In four upstream plants and two downstream plants, PETRONAS deployed a joint solution using the AI-infused AVEVA PI system and AVEVA Predictive Analytics in its enterprise cloud, running on Azure. By collecting and analyzing data from instrumentation and equipment, AI-enabled tools have helped PETRONAS eliminate silos, strengthen collaboration, predict asset failures and improve efficiency.

With 200 AI models deployed, the solution helped PETRONAS identify 51 major early warnings, saving $17.4 million and achieving a 14x return on investment in the first year. Feedback from the pilot system enabled PETRONAS to design systems that improve profits, reduce waste and reduce process-related emissions at 10 new plants.

Choosing to prioritize sustainability

Consumers and regulators increasingly want brands to put sustainability at the heart of their operations.
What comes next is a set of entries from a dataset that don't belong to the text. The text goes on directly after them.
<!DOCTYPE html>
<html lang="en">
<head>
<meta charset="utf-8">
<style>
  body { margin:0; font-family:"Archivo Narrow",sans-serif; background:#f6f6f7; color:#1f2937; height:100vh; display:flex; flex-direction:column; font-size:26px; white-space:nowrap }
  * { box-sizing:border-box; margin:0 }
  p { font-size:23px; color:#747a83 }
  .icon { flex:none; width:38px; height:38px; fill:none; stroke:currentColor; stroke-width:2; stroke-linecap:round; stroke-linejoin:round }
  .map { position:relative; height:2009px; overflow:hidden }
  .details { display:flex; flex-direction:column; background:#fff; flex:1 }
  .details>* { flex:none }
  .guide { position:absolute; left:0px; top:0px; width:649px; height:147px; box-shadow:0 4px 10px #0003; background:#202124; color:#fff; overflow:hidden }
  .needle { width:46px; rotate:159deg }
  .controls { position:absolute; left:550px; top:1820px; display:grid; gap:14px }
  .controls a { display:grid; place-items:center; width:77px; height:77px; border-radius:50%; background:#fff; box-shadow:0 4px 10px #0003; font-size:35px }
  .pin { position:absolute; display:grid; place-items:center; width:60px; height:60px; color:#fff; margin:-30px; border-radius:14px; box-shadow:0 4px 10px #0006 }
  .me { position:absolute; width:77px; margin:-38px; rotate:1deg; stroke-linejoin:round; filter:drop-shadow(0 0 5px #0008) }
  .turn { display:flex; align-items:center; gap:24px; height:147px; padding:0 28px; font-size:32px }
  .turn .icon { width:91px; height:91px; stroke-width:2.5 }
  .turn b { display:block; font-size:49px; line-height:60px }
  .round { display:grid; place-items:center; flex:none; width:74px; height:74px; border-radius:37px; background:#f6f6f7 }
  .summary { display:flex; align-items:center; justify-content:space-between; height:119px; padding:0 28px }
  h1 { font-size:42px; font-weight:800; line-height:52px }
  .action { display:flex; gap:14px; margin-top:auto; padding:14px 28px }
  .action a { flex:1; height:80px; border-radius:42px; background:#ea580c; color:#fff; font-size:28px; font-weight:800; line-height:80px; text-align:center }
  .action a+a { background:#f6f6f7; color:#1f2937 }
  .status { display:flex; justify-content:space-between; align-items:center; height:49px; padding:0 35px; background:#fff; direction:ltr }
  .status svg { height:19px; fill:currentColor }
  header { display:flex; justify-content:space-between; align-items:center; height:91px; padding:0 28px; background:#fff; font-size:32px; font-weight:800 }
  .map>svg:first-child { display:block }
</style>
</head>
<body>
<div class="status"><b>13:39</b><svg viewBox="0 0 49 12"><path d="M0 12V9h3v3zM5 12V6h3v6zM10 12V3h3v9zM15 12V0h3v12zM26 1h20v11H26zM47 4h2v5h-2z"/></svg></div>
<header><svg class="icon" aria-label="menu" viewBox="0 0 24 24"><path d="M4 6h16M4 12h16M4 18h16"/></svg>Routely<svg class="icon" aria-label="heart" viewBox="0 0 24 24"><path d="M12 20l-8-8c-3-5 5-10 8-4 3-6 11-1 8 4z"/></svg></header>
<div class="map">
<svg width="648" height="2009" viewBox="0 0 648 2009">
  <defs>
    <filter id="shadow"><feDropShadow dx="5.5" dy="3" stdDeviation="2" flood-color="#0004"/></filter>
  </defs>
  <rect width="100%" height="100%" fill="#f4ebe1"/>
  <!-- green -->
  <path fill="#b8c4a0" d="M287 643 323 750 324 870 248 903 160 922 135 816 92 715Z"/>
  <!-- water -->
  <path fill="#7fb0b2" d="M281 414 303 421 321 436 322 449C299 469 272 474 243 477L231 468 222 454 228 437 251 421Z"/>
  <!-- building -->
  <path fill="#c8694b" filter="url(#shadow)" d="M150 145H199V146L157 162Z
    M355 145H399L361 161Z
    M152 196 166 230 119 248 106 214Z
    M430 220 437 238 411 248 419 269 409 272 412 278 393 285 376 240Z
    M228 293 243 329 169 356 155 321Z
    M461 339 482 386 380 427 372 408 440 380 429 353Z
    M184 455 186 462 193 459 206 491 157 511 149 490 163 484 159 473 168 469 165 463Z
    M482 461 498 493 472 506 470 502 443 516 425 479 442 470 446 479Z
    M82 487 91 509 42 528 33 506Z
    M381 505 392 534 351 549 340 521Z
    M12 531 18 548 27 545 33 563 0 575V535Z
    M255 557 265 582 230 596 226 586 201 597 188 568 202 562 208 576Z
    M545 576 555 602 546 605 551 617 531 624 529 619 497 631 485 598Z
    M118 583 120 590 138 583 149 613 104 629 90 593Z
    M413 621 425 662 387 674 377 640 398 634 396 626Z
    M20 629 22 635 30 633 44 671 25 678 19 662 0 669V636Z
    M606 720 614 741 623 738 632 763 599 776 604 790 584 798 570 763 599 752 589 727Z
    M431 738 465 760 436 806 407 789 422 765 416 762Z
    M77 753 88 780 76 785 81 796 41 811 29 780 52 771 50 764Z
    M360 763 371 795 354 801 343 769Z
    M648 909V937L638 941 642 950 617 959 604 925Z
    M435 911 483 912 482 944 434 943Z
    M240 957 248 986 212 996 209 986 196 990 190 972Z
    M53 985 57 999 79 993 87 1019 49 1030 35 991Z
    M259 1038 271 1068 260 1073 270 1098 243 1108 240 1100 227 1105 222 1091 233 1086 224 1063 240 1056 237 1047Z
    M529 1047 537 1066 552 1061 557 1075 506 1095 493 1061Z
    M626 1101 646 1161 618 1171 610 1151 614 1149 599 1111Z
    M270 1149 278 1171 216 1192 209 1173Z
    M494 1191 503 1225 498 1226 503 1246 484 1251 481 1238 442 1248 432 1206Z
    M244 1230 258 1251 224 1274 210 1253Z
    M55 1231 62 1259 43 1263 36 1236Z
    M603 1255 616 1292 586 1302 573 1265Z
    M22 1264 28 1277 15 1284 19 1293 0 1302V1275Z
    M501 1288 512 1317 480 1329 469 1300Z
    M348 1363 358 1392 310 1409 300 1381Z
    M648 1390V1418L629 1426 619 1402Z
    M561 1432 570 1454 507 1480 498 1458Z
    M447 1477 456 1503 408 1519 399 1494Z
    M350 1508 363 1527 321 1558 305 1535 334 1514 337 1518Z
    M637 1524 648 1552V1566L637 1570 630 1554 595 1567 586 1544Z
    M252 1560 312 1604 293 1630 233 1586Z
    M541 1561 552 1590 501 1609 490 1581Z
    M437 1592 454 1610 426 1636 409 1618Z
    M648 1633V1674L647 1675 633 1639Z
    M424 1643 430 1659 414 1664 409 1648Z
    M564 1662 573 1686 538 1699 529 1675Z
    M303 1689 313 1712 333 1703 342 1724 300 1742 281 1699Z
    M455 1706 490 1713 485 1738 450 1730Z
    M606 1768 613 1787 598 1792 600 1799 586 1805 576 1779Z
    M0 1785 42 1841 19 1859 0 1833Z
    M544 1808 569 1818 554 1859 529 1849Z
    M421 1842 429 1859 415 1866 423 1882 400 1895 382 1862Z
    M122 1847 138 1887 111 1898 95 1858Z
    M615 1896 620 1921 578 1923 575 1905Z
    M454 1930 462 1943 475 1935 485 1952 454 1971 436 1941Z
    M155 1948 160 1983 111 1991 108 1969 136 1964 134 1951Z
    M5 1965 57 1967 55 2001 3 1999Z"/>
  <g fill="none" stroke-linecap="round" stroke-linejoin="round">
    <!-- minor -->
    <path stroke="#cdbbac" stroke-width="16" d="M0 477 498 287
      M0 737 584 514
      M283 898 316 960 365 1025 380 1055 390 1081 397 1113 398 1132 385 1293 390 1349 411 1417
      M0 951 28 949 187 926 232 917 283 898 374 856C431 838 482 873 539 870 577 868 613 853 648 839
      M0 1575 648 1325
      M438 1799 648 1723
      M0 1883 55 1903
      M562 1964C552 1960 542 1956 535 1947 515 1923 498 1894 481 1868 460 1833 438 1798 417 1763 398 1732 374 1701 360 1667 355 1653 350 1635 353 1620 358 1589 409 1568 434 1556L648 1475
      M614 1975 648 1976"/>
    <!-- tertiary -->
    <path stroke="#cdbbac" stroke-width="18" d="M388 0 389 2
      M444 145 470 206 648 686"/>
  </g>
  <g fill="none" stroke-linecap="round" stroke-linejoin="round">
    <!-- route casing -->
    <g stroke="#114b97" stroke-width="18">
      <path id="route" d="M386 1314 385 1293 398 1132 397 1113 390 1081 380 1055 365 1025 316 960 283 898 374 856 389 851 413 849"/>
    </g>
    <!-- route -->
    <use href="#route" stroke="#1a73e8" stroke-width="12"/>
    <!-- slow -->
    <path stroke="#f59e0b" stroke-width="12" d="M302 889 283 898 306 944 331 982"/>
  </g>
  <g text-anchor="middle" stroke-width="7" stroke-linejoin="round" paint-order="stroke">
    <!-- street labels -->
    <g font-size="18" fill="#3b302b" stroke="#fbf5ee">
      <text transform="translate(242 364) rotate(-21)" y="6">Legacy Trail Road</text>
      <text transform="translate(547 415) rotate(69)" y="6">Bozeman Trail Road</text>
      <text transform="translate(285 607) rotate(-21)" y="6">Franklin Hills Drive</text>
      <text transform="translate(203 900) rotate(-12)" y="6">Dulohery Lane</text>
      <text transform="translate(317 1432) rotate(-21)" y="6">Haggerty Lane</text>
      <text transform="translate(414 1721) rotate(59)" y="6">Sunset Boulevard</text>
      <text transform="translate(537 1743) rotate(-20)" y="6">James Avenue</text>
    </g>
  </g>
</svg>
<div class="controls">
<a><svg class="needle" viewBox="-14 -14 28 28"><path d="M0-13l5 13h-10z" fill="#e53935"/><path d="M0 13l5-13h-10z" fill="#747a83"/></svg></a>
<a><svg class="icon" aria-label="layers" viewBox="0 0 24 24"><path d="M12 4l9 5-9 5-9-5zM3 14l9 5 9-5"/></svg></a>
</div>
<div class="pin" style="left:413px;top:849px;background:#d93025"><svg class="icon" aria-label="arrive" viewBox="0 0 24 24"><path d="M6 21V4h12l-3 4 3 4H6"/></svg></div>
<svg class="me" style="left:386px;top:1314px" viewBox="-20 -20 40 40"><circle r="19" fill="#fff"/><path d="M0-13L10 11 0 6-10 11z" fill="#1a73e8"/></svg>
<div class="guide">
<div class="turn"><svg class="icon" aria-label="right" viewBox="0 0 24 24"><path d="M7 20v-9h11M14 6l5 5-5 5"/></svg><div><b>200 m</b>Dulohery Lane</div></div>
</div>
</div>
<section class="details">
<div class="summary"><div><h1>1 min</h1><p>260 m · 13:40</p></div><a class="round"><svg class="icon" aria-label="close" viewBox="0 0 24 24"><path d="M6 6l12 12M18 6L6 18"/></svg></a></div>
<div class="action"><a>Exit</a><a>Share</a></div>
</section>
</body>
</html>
“Rather than simply responding to these demands, today’s leaders must recognize that they have an unprecedented opportunity to build dynamic and sustainable businesses by expanding their business visions to achieve greater social impact,” said Casey McGee, vice president of worldwide ISV sales at Microsoft. “Just as collaborating with like-minded vendors, peers and other institutions is fundamental to improving business outcomes across the economy, so can working together to create a powerful ecosystem that ensures true sustainability for people, planet and profits.”

Partnerships have never been more important than today. Working together can help us accelerate the transition to a net zero economy and achieve the sustainable future envisioned by organizations across all sectors.


Learn more about how AVEVA and Microsoft are teaming up to help customers unlock the benefits of sustainability.


Kerry Grimes is Head of Global Partners at AVEVA.